TASK DETAILS:
Records follow. Copy every line with "buttons".

INPUT DATA:

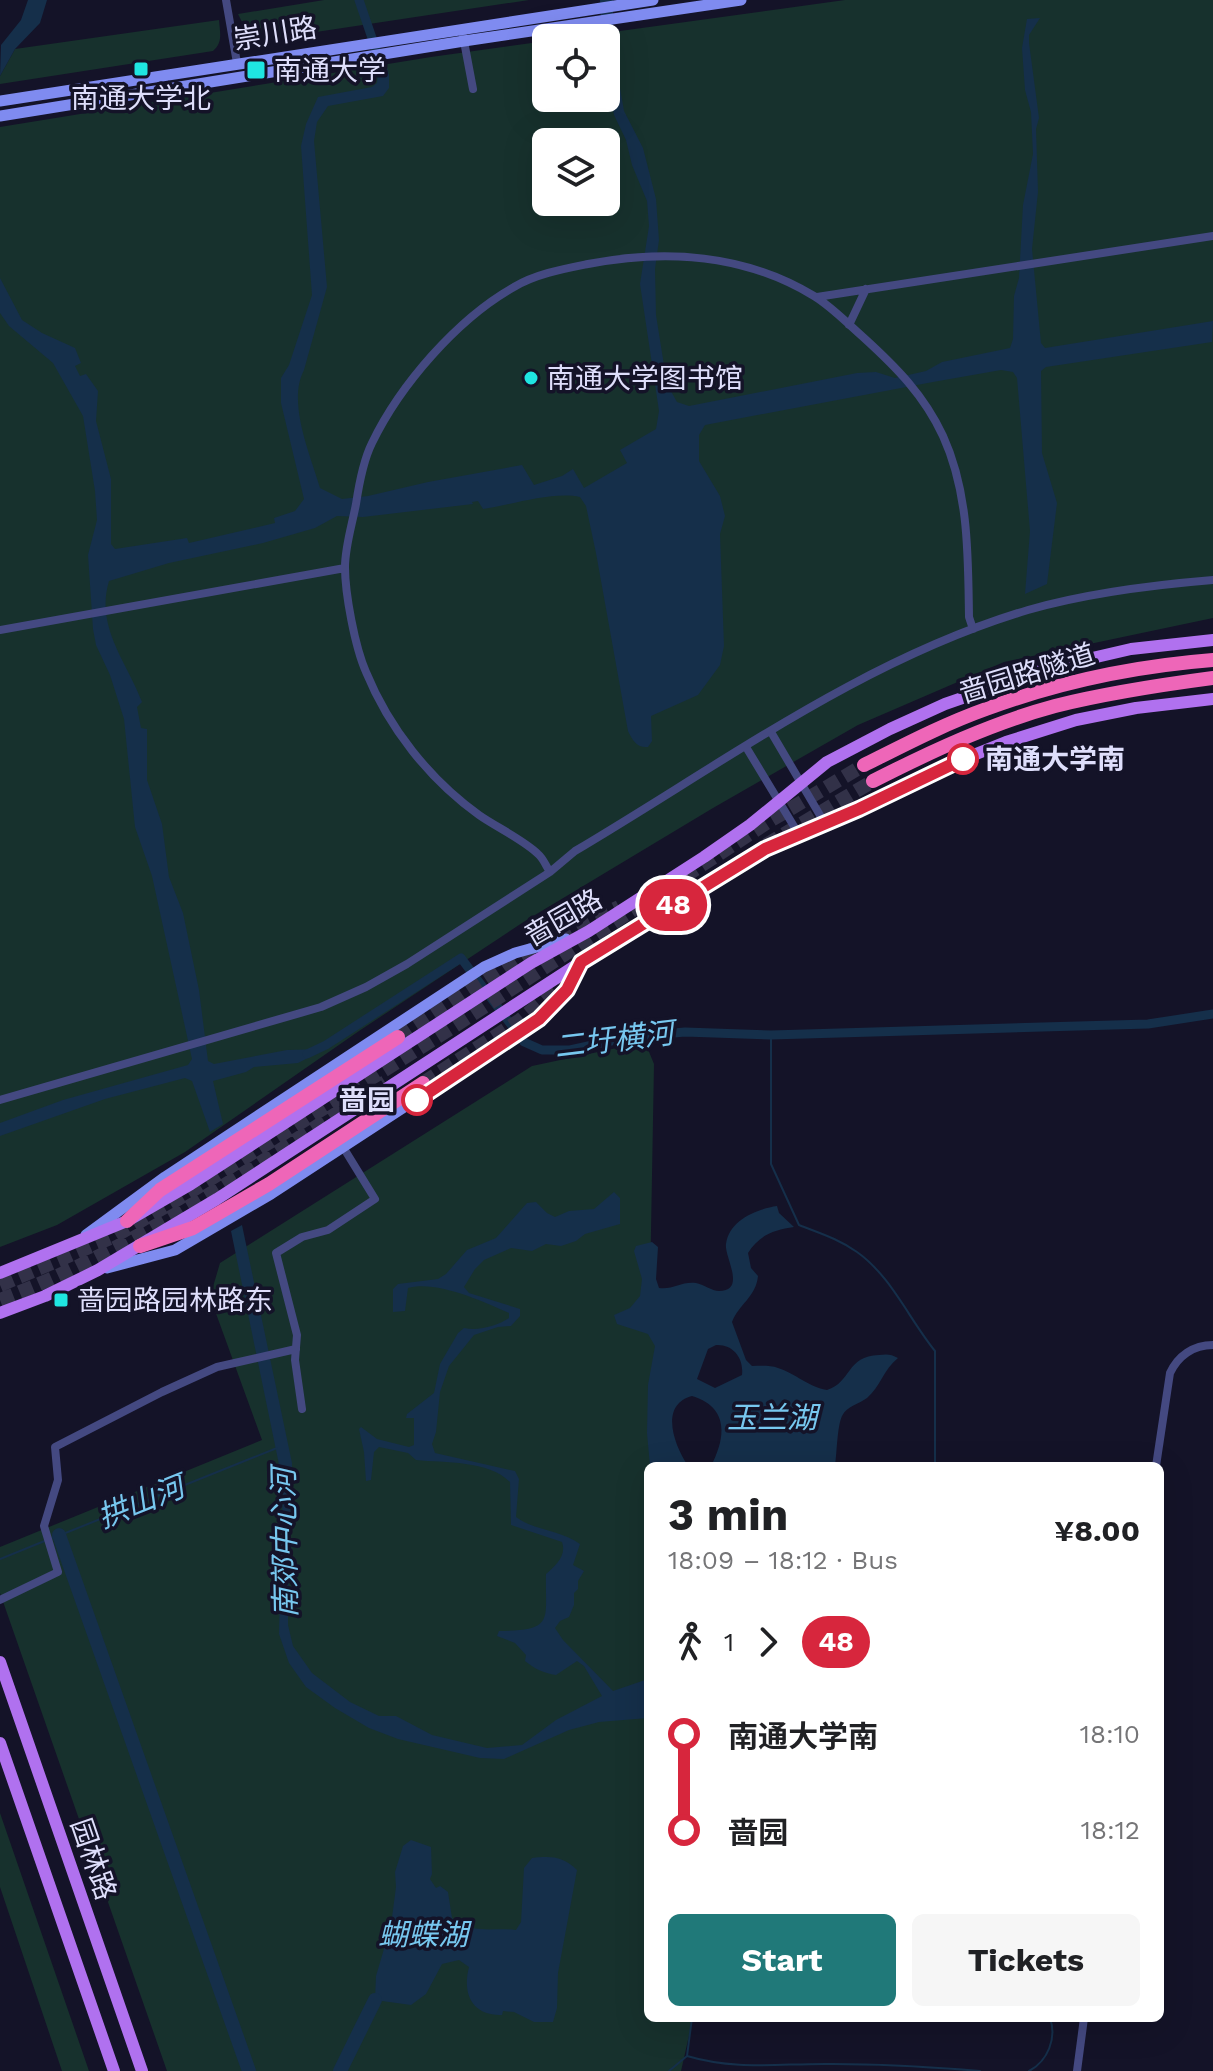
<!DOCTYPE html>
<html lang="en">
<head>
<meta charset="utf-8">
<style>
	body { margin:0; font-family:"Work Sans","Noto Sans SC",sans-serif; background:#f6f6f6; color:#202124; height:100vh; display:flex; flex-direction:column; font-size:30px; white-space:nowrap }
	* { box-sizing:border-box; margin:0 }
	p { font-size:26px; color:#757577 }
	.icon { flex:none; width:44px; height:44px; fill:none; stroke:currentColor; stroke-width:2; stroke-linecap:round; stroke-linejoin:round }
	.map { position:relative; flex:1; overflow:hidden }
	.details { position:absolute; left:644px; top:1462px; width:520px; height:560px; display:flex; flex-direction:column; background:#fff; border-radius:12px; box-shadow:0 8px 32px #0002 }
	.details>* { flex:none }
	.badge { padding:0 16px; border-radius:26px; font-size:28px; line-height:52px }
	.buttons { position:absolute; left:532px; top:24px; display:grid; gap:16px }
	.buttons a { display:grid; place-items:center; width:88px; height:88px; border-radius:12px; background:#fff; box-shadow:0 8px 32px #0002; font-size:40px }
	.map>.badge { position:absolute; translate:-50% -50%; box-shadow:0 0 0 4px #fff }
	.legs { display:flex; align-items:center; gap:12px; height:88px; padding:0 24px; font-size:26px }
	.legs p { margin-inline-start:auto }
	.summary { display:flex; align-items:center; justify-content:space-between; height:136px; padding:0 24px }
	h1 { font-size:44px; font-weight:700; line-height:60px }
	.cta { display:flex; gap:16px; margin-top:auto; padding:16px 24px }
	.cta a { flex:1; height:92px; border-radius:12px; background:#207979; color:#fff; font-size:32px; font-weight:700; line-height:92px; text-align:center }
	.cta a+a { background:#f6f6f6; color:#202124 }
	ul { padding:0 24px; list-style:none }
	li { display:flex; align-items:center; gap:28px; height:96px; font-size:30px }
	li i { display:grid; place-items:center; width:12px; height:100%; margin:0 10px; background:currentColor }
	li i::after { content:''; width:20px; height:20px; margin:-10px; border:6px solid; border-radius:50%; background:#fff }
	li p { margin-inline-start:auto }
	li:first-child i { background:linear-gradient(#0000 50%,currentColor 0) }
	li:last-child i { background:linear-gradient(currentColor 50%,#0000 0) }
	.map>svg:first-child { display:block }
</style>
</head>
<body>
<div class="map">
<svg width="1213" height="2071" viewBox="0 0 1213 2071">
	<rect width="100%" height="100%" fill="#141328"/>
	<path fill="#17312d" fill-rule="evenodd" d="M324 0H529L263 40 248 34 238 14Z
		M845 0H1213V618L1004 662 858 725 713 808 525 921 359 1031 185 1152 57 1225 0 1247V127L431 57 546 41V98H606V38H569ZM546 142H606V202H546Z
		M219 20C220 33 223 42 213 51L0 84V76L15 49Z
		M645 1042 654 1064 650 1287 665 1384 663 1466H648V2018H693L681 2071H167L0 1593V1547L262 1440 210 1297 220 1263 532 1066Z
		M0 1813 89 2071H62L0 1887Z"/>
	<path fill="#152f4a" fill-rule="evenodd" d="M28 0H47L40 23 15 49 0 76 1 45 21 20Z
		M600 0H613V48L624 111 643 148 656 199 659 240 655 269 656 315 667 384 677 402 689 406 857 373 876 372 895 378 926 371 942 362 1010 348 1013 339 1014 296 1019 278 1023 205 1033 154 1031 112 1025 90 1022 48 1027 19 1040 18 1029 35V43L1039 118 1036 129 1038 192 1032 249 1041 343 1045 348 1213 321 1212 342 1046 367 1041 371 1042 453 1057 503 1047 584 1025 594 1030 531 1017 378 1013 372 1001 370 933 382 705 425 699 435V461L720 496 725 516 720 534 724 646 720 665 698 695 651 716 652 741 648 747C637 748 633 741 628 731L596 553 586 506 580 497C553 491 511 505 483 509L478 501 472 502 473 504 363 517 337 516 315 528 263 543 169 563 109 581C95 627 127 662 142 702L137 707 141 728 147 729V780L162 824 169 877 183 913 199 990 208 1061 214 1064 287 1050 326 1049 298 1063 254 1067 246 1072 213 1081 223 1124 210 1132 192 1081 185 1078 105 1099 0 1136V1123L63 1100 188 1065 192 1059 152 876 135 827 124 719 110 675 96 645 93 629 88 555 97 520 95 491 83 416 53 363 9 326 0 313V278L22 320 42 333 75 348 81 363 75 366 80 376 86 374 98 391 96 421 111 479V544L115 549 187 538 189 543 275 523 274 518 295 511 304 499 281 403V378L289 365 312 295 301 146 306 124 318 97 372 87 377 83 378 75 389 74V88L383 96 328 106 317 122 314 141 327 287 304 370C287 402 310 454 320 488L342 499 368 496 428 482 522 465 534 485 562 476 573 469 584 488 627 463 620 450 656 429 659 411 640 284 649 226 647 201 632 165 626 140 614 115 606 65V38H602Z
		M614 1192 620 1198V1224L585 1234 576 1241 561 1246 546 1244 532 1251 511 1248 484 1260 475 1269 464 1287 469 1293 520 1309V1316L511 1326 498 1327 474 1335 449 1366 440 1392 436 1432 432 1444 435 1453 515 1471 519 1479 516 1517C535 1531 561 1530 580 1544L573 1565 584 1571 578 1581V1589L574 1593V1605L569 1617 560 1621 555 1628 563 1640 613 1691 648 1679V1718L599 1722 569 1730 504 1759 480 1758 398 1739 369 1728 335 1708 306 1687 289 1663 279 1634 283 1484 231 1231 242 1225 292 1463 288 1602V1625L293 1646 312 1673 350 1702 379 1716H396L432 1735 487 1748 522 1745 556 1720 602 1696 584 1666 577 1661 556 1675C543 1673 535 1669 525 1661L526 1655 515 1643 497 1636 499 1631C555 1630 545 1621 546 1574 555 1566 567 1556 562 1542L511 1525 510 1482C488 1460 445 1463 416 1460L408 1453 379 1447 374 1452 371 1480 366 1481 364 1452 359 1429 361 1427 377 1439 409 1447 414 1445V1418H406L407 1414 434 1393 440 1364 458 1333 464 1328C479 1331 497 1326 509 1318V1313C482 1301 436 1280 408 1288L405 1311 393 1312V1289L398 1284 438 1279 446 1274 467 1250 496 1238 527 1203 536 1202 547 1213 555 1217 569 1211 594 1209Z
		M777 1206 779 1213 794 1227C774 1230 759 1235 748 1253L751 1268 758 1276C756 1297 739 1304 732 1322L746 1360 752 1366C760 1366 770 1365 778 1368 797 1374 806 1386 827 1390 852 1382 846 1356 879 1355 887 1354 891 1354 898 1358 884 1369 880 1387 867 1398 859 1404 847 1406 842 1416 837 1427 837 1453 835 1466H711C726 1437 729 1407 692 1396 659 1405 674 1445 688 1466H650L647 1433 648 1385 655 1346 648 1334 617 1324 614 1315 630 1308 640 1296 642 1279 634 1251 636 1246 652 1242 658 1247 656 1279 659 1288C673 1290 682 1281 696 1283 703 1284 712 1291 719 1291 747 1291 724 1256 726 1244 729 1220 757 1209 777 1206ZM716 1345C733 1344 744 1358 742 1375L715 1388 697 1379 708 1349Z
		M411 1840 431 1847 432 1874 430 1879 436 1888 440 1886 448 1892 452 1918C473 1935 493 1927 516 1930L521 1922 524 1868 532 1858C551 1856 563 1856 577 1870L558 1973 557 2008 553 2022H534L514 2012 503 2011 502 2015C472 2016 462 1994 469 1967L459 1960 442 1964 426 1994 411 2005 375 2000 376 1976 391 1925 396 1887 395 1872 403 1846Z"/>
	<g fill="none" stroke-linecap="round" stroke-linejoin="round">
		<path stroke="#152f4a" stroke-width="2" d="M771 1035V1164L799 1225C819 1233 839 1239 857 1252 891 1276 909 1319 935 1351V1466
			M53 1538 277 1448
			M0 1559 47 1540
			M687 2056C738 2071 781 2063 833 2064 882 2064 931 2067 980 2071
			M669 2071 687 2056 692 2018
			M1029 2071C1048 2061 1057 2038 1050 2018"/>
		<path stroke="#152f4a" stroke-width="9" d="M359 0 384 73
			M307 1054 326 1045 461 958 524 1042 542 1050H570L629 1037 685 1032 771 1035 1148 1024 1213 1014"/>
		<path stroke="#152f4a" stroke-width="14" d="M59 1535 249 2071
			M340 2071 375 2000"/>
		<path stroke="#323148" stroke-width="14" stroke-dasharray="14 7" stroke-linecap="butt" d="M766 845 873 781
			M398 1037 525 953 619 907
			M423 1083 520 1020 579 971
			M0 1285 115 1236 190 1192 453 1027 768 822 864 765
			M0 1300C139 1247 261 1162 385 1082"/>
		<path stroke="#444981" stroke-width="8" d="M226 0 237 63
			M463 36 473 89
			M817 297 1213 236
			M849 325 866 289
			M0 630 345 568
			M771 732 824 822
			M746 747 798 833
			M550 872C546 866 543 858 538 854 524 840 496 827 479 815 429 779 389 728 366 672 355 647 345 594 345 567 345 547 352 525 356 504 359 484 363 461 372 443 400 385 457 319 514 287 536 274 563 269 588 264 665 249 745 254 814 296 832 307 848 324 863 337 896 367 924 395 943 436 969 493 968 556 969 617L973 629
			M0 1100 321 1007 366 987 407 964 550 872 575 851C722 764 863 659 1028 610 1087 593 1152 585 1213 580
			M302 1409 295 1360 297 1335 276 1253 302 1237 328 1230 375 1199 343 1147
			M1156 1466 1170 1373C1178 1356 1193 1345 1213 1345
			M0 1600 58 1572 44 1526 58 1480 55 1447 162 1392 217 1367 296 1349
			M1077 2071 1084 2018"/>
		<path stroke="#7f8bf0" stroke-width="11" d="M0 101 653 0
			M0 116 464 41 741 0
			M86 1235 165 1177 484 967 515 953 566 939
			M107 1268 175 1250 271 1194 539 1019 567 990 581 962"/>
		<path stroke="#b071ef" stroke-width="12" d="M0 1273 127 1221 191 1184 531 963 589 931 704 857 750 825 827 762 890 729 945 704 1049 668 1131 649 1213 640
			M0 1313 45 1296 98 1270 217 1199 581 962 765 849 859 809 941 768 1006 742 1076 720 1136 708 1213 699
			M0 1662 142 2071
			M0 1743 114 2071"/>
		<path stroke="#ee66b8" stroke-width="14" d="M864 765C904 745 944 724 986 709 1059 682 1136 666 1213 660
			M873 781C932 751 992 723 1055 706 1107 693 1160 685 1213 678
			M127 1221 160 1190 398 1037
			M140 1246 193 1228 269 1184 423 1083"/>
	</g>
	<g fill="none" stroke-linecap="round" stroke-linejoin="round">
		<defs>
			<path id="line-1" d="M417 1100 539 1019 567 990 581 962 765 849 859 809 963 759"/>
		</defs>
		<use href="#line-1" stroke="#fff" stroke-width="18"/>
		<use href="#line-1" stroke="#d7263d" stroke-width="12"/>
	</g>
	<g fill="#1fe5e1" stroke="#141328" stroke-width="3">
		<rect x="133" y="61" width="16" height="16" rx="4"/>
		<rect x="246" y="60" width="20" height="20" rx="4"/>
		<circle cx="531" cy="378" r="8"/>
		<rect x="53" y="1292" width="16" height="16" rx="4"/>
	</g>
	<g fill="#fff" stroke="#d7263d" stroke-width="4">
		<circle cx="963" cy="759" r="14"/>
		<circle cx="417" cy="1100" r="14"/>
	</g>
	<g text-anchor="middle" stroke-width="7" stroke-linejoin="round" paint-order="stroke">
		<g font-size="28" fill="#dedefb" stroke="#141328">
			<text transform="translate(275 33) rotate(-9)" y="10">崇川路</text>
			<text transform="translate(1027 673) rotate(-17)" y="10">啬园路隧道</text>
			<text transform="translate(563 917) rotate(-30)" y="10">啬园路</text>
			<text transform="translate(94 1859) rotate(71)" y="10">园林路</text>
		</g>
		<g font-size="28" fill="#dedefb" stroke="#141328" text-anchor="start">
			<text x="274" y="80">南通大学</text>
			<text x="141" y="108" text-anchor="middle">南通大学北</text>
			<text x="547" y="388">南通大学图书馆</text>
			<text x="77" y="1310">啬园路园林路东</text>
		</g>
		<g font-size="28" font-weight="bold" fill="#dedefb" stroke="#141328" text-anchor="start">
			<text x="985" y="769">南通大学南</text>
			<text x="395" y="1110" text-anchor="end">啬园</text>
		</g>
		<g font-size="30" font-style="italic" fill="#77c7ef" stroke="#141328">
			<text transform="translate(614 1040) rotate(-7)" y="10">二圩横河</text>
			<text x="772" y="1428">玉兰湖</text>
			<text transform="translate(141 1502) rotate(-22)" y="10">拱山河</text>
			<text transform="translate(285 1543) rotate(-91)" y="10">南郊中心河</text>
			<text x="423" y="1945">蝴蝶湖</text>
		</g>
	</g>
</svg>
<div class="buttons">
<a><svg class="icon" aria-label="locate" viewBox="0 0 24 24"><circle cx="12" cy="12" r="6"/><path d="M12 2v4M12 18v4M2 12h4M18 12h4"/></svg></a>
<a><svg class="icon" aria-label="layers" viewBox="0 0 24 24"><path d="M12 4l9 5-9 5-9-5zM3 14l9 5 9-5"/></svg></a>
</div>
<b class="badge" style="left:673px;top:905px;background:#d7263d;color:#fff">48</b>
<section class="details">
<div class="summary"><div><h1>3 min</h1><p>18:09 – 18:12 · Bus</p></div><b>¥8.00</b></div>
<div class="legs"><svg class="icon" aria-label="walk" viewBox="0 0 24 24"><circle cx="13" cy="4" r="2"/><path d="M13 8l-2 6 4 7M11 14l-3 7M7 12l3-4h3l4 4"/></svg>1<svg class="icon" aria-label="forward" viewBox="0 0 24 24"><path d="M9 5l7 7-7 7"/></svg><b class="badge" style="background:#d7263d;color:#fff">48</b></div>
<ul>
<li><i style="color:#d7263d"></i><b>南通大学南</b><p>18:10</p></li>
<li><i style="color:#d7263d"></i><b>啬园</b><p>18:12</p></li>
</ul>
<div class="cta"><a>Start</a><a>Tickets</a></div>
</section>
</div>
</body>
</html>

ANSWER FOR THIS EXERCISE:
	.buttons { position:absolute; left:532px; top:24px; display:grid; gap:16px }
	.buttons a { display:grid; place-items:center; width:88px; height:88px; border-radius:12px; background:#fff; box-shadow:0 8px 32px #0002; font-size:40px }
<div class="buttons">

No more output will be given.